Extracted data ->

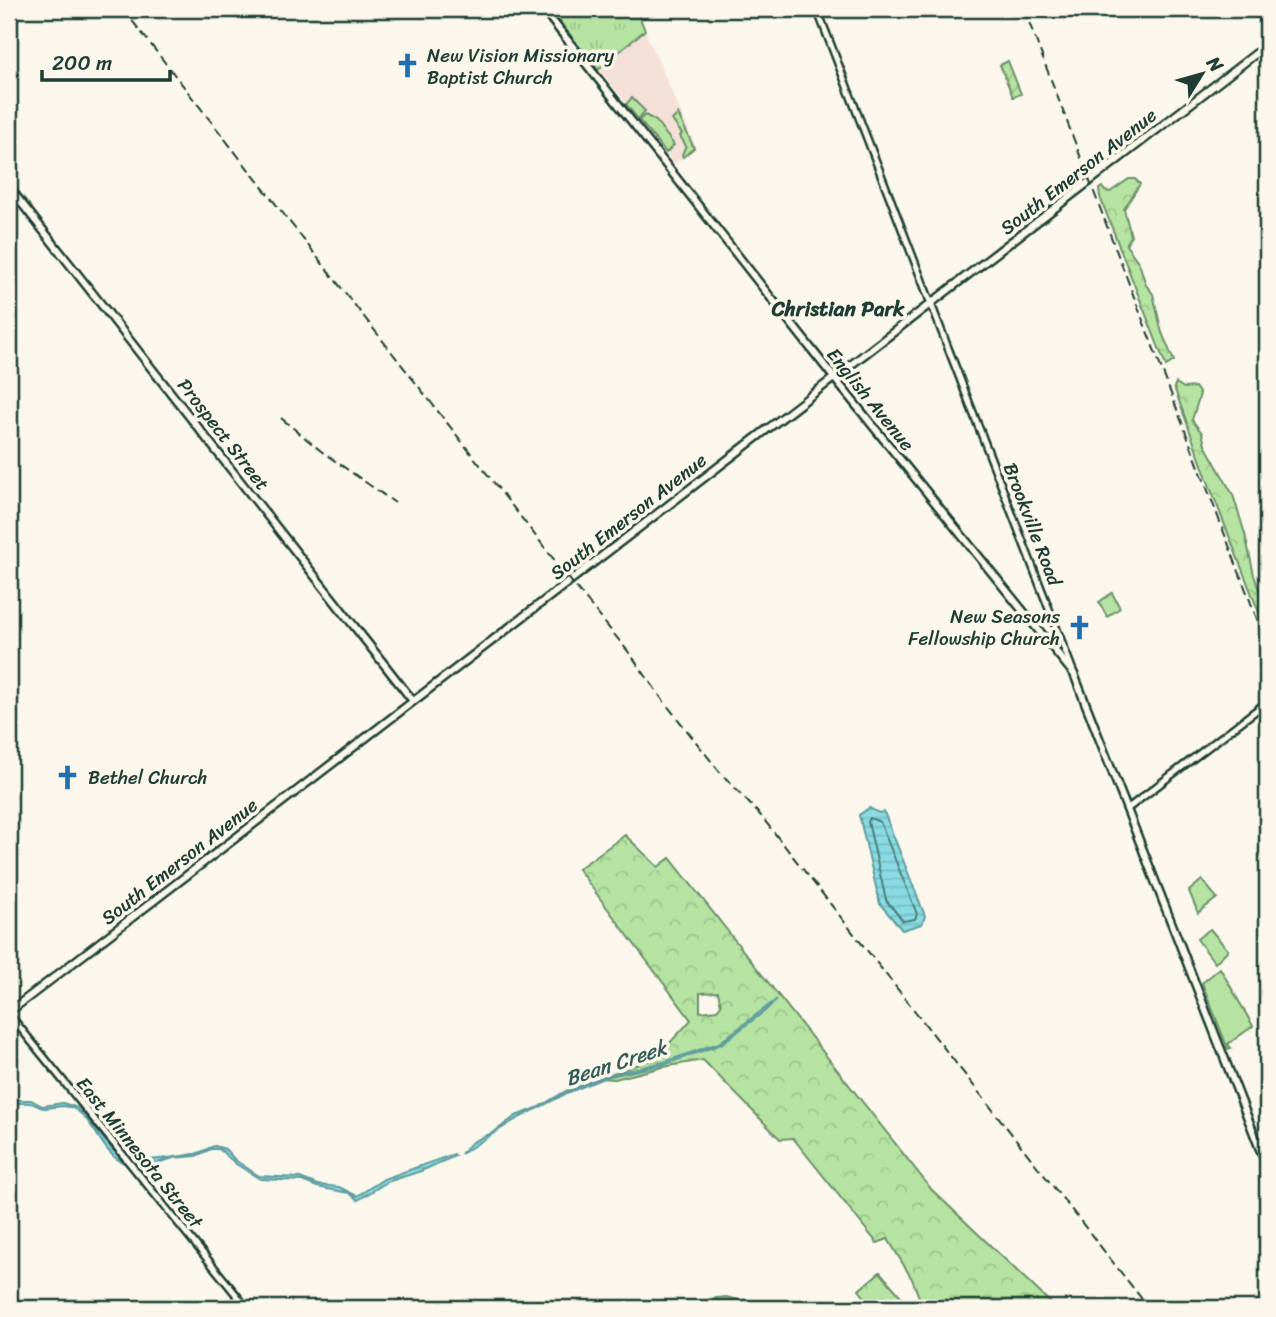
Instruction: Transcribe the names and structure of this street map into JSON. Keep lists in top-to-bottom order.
{
  "streets": {
    "main road": [
      "South Emerson Avenue",
      "English Avenue",
      "Prospect Street",
      "Brookville Road"
    ],
    "street": ["East Minnesota Street"]
  },
  "crossings": [
    ["South Emerson Avenue", "English Avenue"],
    ["South Emerson Avenue", "Prospect Street"],
    ["South Emerson Avenue", "Brookville Road"],
    ["South Emerson Avenue", "East Minnesota Street"],
    ["English Avenue", "Brookville Road"]
  ],
  "districts": ["Christian Park"],
  "water": ["Bean Creek"],
  "places": {
    "church": ["New Vision Missionary Baptist Church", "New Seasons Fellowship Church", "Bethel Church"]
  },
  "scale_bar": "200 m",
  "north": "top right"
}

Activity -> An exact copy of the listing is required; return it without any pictures.

The answer ->
Instruction: Transcribe the names and structure of this street map into JSON. Keep lists in top-to-bottom order.
{
  "streets": {
    "main road": [
      "South Emerson Avenue",
      "English Avenue",
      "Prospect Street",
      "Brookville Road"
    ],
    "street": ["East Minnesota Street"]
  },
  "crossings": [
    ["South Emerson Avenue", "English Avenue"],
    ["South Emerson Avenue", "Prospect Street"],
    ["South Emerson Avenue", "Brookville Road"],
    ["South Emerson Avenue", "East Minnesota Street"],
    ["English Avenue", "Brookville Road"]
  ],
  "districts": ["Christian Park"],
  "water": ["Bean Creek"],
  "places": {
    "church": ["New Vision Missionary Baptist Church", "New Seasons Fellowship Church", "Bethel Church"]
  },
  "scale_bar": "200 m",
  "north": "top right"
}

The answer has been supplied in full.